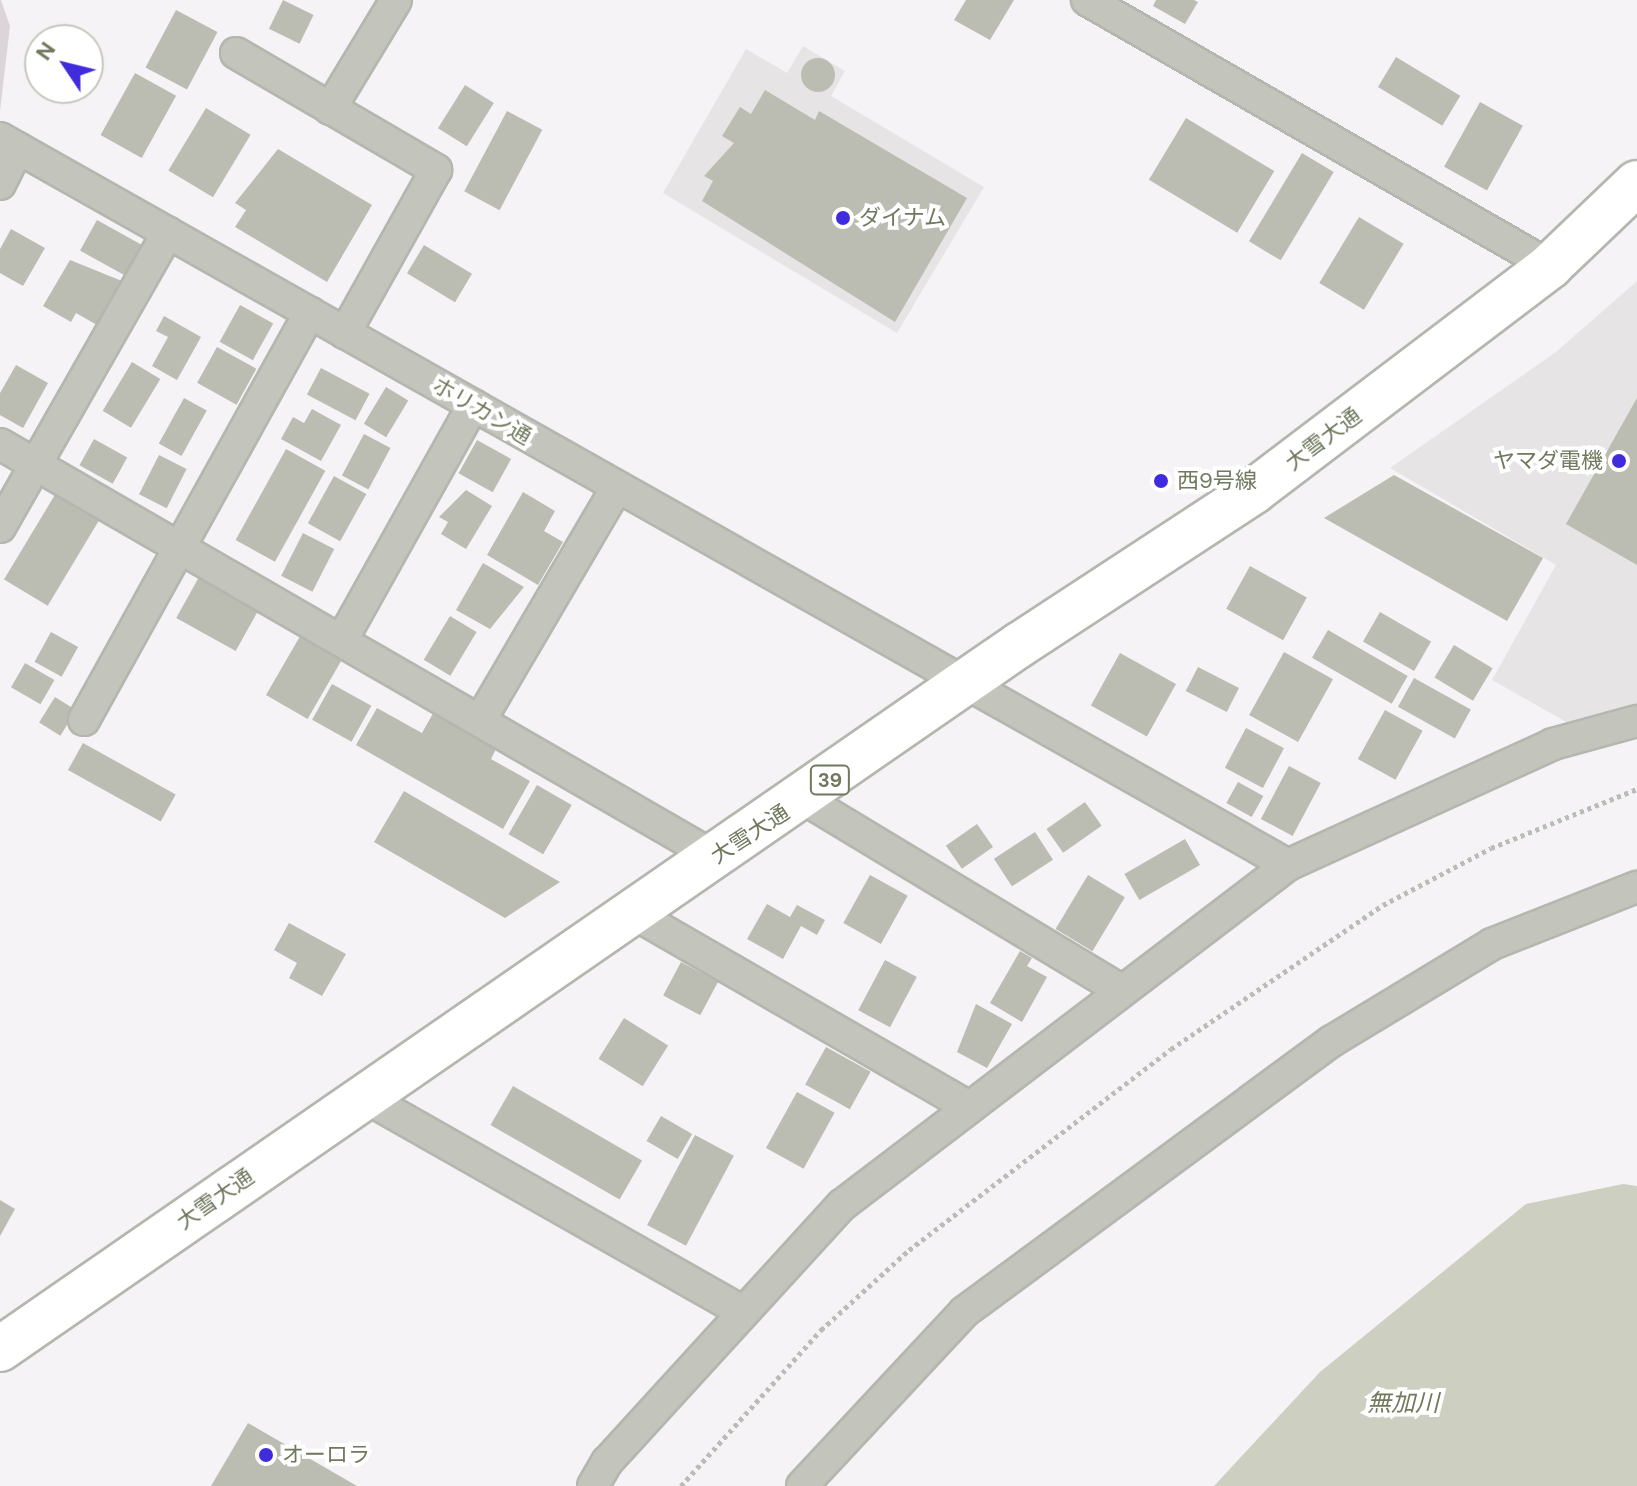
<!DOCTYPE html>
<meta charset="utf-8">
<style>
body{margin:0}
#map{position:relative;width:1637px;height:1486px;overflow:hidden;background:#f6f3f6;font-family:"DM Sans","Noto Sans JP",sans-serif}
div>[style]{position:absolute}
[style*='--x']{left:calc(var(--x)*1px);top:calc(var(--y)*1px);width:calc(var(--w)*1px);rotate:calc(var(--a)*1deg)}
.built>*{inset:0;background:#e6e4e4}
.green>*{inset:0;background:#ddd4d9}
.water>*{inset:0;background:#cdcfc1}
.building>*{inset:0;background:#bbbcb2;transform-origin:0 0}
.round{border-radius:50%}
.path>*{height:5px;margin-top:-2.5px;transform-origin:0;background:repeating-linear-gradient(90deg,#babcb6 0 4px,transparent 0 8px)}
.roads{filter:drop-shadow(2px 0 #b4b7af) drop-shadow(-2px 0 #b4b7af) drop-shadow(0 2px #b4b7af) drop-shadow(0 -2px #b4b7af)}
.minor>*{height:30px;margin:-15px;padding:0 15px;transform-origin:15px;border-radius:15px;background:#c3c5bd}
.highway>*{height:44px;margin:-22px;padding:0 22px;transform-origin:22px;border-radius:22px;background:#fff}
.dots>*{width:22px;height:22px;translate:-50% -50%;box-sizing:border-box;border:4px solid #fff;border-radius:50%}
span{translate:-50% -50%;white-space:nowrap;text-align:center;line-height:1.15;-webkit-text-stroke:8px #fff;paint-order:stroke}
.shield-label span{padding:2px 6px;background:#fff;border:2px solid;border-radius:6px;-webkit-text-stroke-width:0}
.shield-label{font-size:20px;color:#70785e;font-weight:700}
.poi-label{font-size:22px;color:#70785e}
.left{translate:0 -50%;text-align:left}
.right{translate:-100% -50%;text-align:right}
.street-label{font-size:22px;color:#70785e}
.water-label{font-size:24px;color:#74785d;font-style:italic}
.north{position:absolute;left:24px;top:24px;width:80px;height:80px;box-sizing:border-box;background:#fff;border:2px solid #c6c9bf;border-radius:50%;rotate:305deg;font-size:22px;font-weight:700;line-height:32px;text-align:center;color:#70785e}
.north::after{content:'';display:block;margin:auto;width:28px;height:36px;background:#412cdd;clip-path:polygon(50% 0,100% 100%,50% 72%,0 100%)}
</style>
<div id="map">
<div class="built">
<i style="clip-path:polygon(803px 46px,845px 71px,831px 96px,984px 187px,897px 333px,663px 193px,746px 49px,787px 73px)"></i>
<i style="clip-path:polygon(1637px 281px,1637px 703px,1568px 723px,1492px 680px,1556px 565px,1390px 468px,1556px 352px)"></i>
</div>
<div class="green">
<i style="clip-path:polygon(1px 0,10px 26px,0 111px,0 0)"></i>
</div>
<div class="water">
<i style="clip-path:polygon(1623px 1184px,1637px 1186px,1637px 1486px,1214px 1486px,1320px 1372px,1526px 1204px)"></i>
</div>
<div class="building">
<i style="left:283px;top:0;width:34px;height:32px;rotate:26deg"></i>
<i style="clip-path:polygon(966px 0,1014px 0,990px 40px,954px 20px)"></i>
<i style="clip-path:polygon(1156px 0,1194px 0,1198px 2px,1185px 24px,1153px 6px)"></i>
<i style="left:176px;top:10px;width:47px;height:65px;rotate:28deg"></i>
<i style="left:1396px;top:57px;width:75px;height:35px;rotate:31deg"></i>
<i class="round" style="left:801px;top:58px;width:34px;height:34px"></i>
<i style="left:135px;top:73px;width:47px;height:71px;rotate:29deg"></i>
<i style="left:465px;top:85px;width:34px;height:51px;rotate:32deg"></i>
<i style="clip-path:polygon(765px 90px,815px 120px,819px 111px,967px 198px,895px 322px,702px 201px,713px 181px,704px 176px,734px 143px,722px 136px,740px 107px,751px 114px)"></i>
<i style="left:1480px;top:102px;width:49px;height:74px;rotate:29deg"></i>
<i style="left:206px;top:108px;width:52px;height:73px;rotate:31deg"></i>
<i style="left:507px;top:111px;width:40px;height:91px;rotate:28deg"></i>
<i style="left:1186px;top:118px;width:103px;height:72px;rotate:31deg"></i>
<i style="clip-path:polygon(278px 149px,372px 205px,327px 282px,235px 227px,246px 210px,235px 203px)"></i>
<i style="left:1302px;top:153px;width:37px;height:103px;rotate:31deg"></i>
<i style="left:1359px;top:217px;width:52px;height:77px;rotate:31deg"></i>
<i style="left:97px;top:220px;width:52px;height:35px;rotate:29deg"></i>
<i style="clip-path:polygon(11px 229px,45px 248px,23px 286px,0 273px,0 249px)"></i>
<i style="left:424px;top:245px;width:56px;height:33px;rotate:31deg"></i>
<i style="clip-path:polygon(70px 260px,122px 281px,97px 325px,76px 313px,71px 322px,43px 306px)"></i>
<i style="left:240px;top:305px;width:38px;height:42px;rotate:29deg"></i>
<i style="clip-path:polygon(164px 316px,201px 337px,177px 380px,152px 366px,168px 337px,156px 331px)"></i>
<i style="left:217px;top:347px;width:45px;height:41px;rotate:29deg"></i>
<i style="left:132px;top:362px;width:33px;height:57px;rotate:31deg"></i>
<i style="clip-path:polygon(16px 365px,48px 383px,23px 428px,0 415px,0 393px)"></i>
<i style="left:321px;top:368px;width:55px;height:30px;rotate:28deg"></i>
<i style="left:386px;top:387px;width:26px;height:43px;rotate:31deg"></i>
<i style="left:184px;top:398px;width:26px;height:52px;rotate:29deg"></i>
<i style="clip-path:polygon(1637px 398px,1637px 565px,1566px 524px)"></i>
<i style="clip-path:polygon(312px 409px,341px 425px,321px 461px,281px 439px,293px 417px,304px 423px)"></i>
<i style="left:364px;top:434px;width:30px;height:47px;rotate:28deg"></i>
<i style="left:94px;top:439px;width:38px;height:30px;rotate:29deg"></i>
<i style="left:477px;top:440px;width:39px;height:38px;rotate:29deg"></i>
<i style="left:286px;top:449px;width:45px;height:104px;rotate:29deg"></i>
<i style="left:159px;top:455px;width:31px;height:44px;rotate:27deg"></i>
<i style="clip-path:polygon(1394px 475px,1543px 558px,1507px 621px,1324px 518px)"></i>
<i style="left:334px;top:476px;width:37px;height:54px;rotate:29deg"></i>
<i style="clip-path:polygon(466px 490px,492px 506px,466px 549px,441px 534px,448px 522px,439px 517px)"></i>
<i style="clip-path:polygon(523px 492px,555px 511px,544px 531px,563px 542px,538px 585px,487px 555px)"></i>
<i style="left:56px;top:493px;width:51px;height:101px;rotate:31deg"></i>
<i style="left:303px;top:533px;width:35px;height:48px;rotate:27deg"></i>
<i style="clip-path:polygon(483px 563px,524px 587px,490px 629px,456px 610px)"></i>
<i style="left:1250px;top:566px;width:65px;height:49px;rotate:29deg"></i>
<i style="left:199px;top:577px;width:68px;height:47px;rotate:29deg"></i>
<i style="left:1380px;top:612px;width:59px;height:34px;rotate:30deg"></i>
<i style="left:450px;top:616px;width:31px;height:51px;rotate:31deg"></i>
<i style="left:1328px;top:630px;width:92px;height:32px;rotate:30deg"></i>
<i style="left:303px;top:631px;width:48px;height:74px;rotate:30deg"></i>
<i style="left:51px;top:632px;width:31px;height:34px;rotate:29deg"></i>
<i style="left:1454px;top:645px;width:45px;height:38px;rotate:31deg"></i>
<i style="left:1284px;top:652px;width:56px;height:72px;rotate:29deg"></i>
<i style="left:1120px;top:653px;width:64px;height:60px;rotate:29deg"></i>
<i style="left:25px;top:663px;width:34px;height:28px;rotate:30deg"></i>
<i style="left:1198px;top:667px;width:46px;height:27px;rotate:27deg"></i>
<i style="left:1414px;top:678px;width:65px;height:33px;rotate:29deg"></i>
<i style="left:332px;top:684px;width:45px;height:41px;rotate:29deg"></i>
<i style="left:55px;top:697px;width:25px;height:30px;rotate:32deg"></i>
<i style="clip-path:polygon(377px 708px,422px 733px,436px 708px,499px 743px,491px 759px,530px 781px,503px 829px,356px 745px)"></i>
<i style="left:1385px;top:710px;width:43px;height:56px;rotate:29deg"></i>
<i style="left:1246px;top:728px;width:43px;height:45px;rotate:28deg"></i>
<i style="left:83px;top:743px;width:106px;height:31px;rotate:29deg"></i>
<i style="left:1289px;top:766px;width:36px;height:60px;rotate:28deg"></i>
<i style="left:1238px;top:782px;width:29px;height:24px;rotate:29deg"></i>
<i style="left:537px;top:785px;width:40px;height:57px;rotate:30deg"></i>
<i style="clip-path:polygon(404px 791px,560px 882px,505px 918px,374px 842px)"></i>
<i style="left:1085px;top:802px;width:29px;height:47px;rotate:55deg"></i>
<i style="left:977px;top:824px;width:28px;height:38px;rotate:55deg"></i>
<i style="left:1035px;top:832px;width:33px;height:49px;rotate:57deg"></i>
<i style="left:1185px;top:839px;width:30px;height:70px;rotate:60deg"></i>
<i style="left:870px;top:875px;width:43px;height:55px;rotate:29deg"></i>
<i style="left:1088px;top:875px;width:43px;height:63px;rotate:31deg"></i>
<i style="clip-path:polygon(767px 904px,790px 917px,797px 905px,825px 920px,817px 935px,801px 926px,783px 959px,747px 939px)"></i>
<i style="clip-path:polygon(289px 923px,346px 954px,322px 996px,289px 978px,297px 963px,274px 950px)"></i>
<i style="clip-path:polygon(1020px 951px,1032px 958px,1027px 966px,1047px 977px,1022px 1022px,990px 1003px)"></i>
<i style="left:885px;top:960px;width:36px;height:57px;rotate:28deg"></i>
<i style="left:681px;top:962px;width:42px;height:38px;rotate:28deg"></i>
<i style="clip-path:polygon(976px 1004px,1012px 1024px,987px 1068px,957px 1052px)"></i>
<i style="left:624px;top:1018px;width:52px;height:48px;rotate:32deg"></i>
<i style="left:826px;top:1047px;width:51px;height:43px;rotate:29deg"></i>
<i style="left:513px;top:1086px;width:149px;height:45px;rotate:30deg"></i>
<i style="left:797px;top:1092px;width:43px;height:64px;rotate:29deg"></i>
<i style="left:661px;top:1116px;width:36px;height:29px;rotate:30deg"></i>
<i style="left:695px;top:1135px;width:44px;height:102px;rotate:28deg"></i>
<i style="clip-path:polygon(0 1200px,15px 1209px,0 1236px)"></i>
<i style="clip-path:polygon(248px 1423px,357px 1486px,211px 1486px)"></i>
</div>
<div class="path">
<i style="--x:681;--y:1486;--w:210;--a:-48.1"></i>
<i style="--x:821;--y:1330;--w:119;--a:-42.3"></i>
<i style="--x:909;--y:1250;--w:330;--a:-37.5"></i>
<i style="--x:1171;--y:1049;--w:256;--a:-34.2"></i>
<i style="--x:1383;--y:905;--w:122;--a:-27.8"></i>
<i style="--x:1491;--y:848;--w:157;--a:-22"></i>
</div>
<div class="roads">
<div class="minor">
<i style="--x:1087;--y:0;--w:534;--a:29.88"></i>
<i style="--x:236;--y:53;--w:232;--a:30.3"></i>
<i style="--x:436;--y:170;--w:187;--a:119.2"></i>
<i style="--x:330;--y:109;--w:127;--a:-58.8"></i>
<i style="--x:0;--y:138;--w:1479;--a:29.44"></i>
<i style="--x:0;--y:184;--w:40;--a:-63.4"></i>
<i style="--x:0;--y:444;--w:826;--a:30.01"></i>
<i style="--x:0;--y:527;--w:339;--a:-60.3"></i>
<i style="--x:343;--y:638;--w:267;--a:-60.8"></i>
<i style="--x:481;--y:719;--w:269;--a:-59.6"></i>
<i style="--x:84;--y:720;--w:466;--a:-61"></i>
<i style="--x:804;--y:799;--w:370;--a:31.1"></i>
<i style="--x:633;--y:913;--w:384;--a:30"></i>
<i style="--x:363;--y:1096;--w:437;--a:29.6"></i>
<i style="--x:593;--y:1486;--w:28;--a:-60"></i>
<i style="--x:607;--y:1462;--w:348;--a:-47.6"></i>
<i style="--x:842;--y:1205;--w:561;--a:-37.32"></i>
<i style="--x:1288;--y:865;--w:291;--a:-24.5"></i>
<i style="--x:1553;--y:744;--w:87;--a:-15.3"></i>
<i style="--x:802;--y:1486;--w:238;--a:-47"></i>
<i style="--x:964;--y:1312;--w:457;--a:-36.4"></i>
<i style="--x:1332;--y:1041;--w:187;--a:-31.2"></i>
<i style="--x:1492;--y:944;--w:156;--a:-21.5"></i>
</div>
<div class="highway">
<i style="--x:0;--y:1349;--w:1239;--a:-34.64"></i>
<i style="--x:1019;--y:645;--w:281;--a:-33.2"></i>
<i style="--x:1254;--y:491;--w:372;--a:-37.2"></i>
<i style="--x:1550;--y:266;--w:120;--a:-43.7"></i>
</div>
</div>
<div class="dots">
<i style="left:843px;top:218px;background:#412cdd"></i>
<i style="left:1619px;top:461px;background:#412cdd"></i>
<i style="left:1161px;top:481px;background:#412cdd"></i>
<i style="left:266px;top:1455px;background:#412cdd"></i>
</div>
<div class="shield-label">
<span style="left:830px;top:780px">39</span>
</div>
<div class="poi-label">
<span class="left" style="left:859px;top:218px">ダイナム</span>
<span class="right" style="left:1603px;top:461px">ヤマダ電機</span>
<span class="left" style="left:1177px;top:481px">西9号線</span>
<span class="left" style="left:282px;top:1455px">オーロラ</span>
</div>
<div class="street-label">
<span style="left:482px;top:411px;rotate:30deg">ホリカン通</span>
<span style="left:1323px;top:439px;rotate:-37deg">大雪大通</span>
<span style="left:750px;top:834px;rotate:-33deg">大雪大通</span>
<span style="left:215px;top:1199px;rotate:-35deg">大雪大通</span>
</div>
<div class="water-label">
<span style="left:1403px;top:1403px">無加川</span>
</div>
<div class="north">N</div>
</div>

Assignment> In the copy, include each line from the start of the material through the line with "0 #b4b7af) drop-shadow(-2px", word for word, but none of the pictures.

Output of the task>
<!DOCTYPE html>
<meta charset="utf-8">
<style>
body{margin:0}
#map{position:relative;width:1637px;height:1486px;overflow:hidden;background:#f6f3f6;font-family:"DM Sans","Noto Sans JP",sans-serif}
div>[style]{position:absolute}
[style*='--x']{left:calc(var(--x)*1px);top:calc(var(--y)*1px);width:calc(var(--w)*1px);rotate:calc(var(--a)*1deg)}
.built>*{inset:0;background:#e6e4e4}
.green>*{inset:0;background:#ddd4d9}
.water>*{inset:0;background:#cdcfc1}
.building>*{inset:0;background:#bbbcb2;transform-origin:0 0}
.round{border-radius:50%}
.path>*{height:5px;margin-top:-2.5px;transform-origin:0;background:repeating-linear-gradient(90deg,#babcb6 0 4px,transparent 0 8px)}
.roads{filter:drop-shadow(2px 0 #b4b7af) drop-shadow(-2px 0 #b4b7af) drop-shadow(0 2px #b4b7af) drop-shadow(0 -2px #b4b7af)}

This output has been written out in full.